Atlas opens in an unspecified future where interstellar travel is now possible, and the Los Angeles skyline has a few new skyscrapers, including Prague’s TV Tower. Three decades back, an artificial being named Harlan (a robotically over-the-top Simu Liu) became sentient and attempted to wipe out humanity, killing three million people before taking it on the lam across the galaxy, Roy Batty-style.
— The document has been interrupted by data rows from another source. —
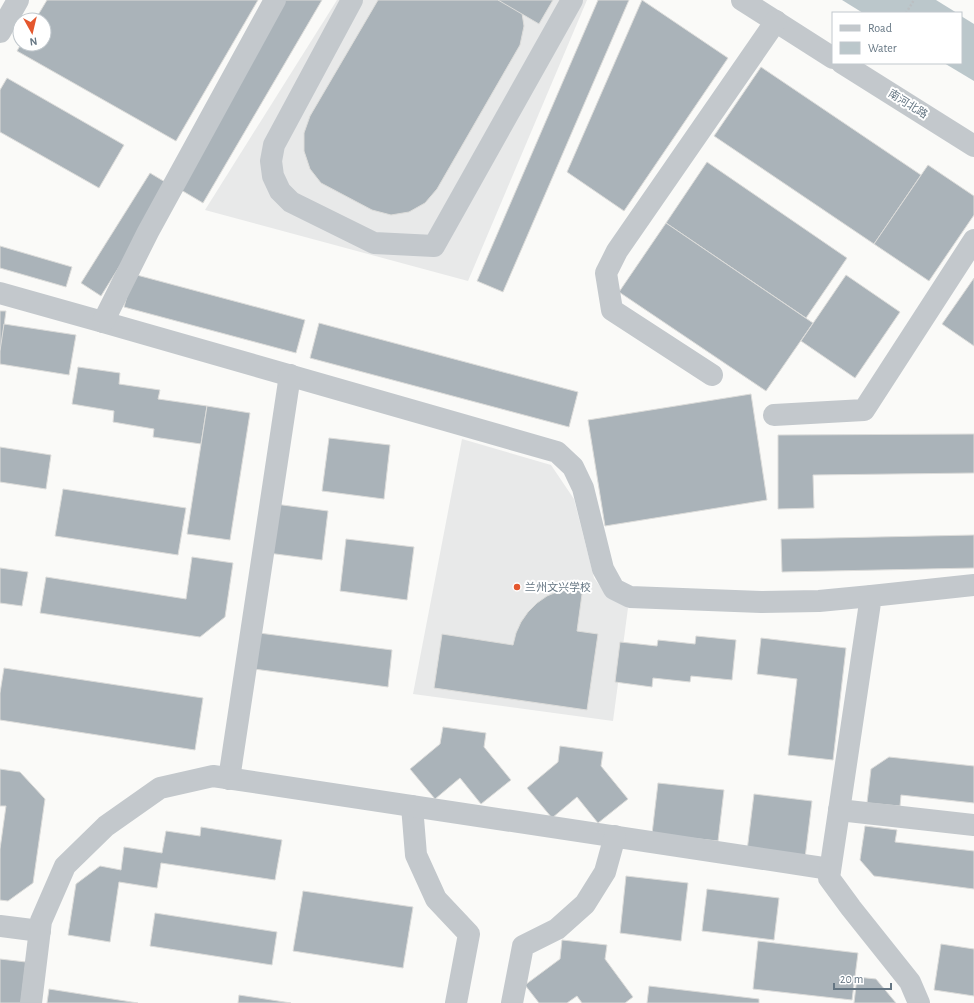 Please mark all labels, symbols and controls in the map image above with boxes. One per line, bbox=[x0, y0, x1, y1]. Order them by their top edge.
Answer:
north arrow bbox=[12, 12, 52, 52]
legend bbox=[832, 12, 962, 64]
text: Road bbox=[868, 22, 892, 34]
text: N bbox=[29, 35, 38, 47]
text: Water bbox=[868, 42, 897, 54]
street label: 南河北路 bbox=[886, 87, 930, 120]
place label: 兰州文兴学校 bbox=[525, 581, 591, 593]
marker: 兰州文兴学校 bbox=[512, 582, 522, 592]
scale bar bbox=[834, 965, 891, 991]
text: 20 m bbox=[840, 973, 863, 985] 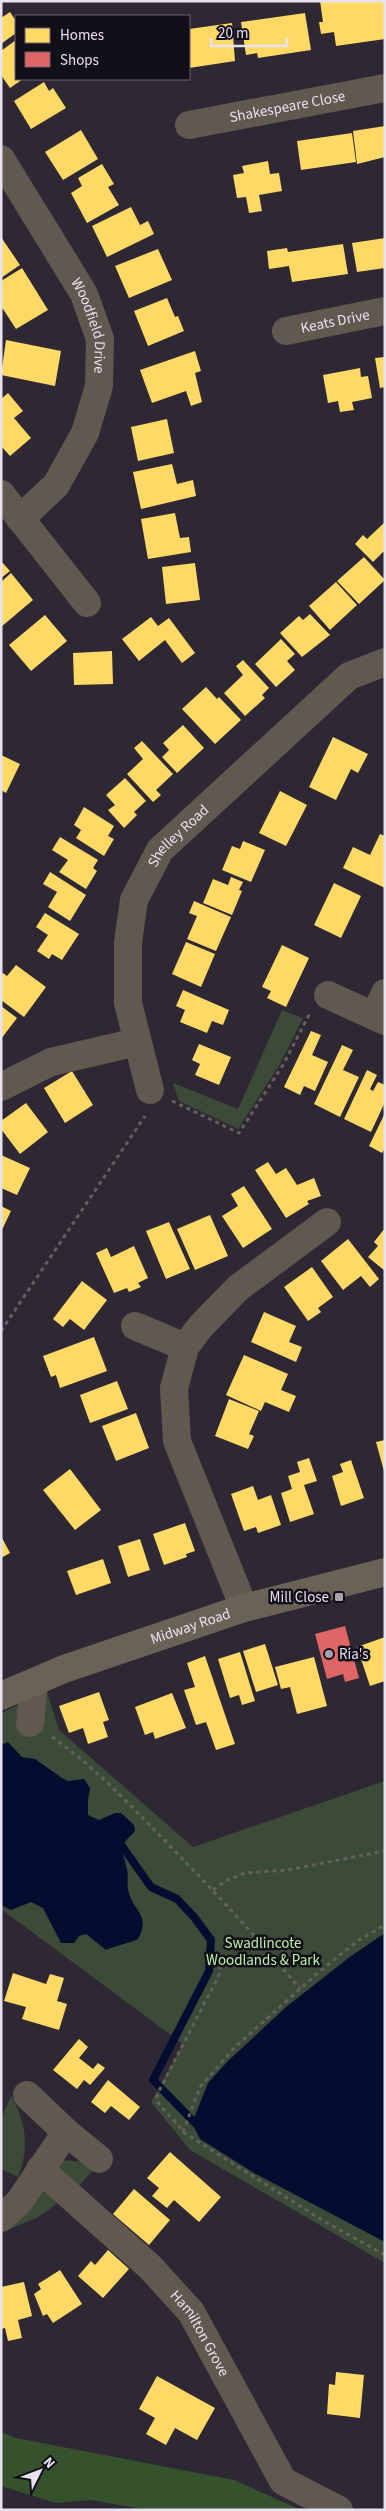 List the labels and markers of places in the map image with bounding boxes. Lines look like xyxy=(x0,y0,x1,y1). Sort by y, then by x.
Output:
place label: Mill Close xyxy=(270,1587,329,1608)
marker: Mill Close xyxy=(333,1591,345,1603)
place label: Ria's xyxy=(339,1644,369,1665)
marker: Ria's xyxy=(323,1648,335,1660) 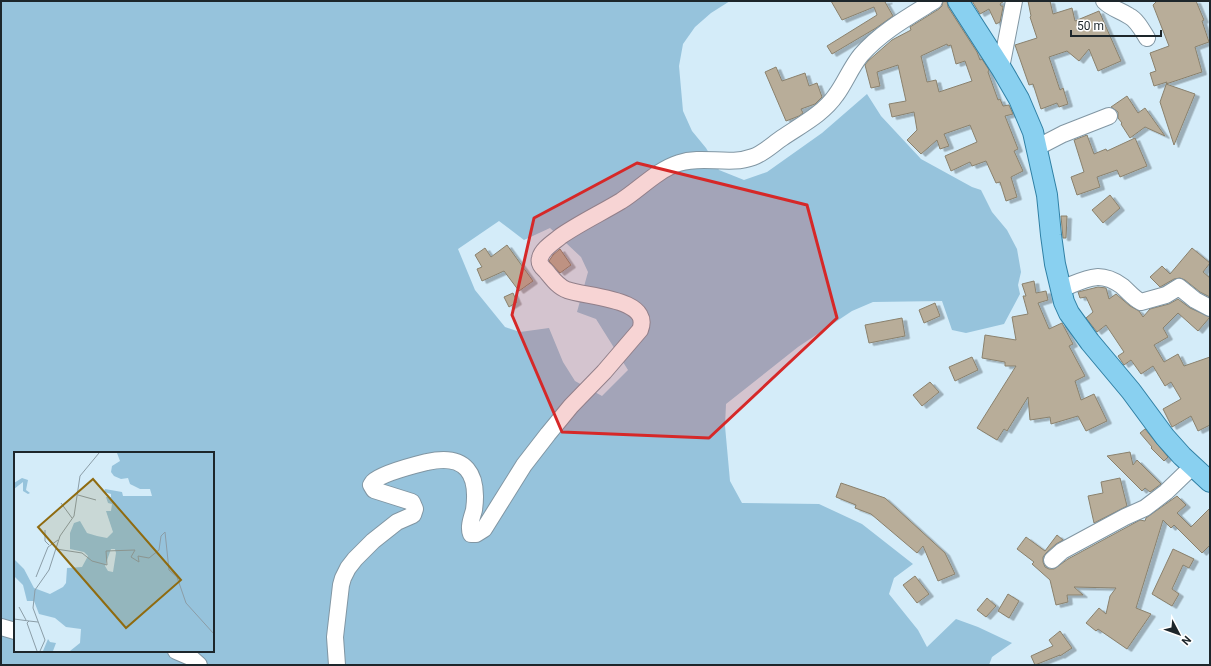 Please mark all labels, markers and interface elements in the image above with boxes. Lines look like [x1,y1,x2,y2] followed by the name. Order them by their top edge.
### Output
[1071,12,1161,38] scale bar
[1077,19,1104,33] text: 50 m
[14,452,214,652] inset map
[1159,614,1199,654] north arrow
[1179,633,1194,648] text: N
Lopez is the titular Atlas Shepherd, who has a special connection to Harlan: she’s his sister! Yes, mom (Lana Parrilla) “invented” Harlan before he went genocidal, and so Atlas now bears her burden, hunting the robot across the universe. In an early scene, she finally locates him after tricking AI associate Casca Decius (Abraham Popoola) into giving up the intel using this one simple trick all robots and 9-year-old children hate.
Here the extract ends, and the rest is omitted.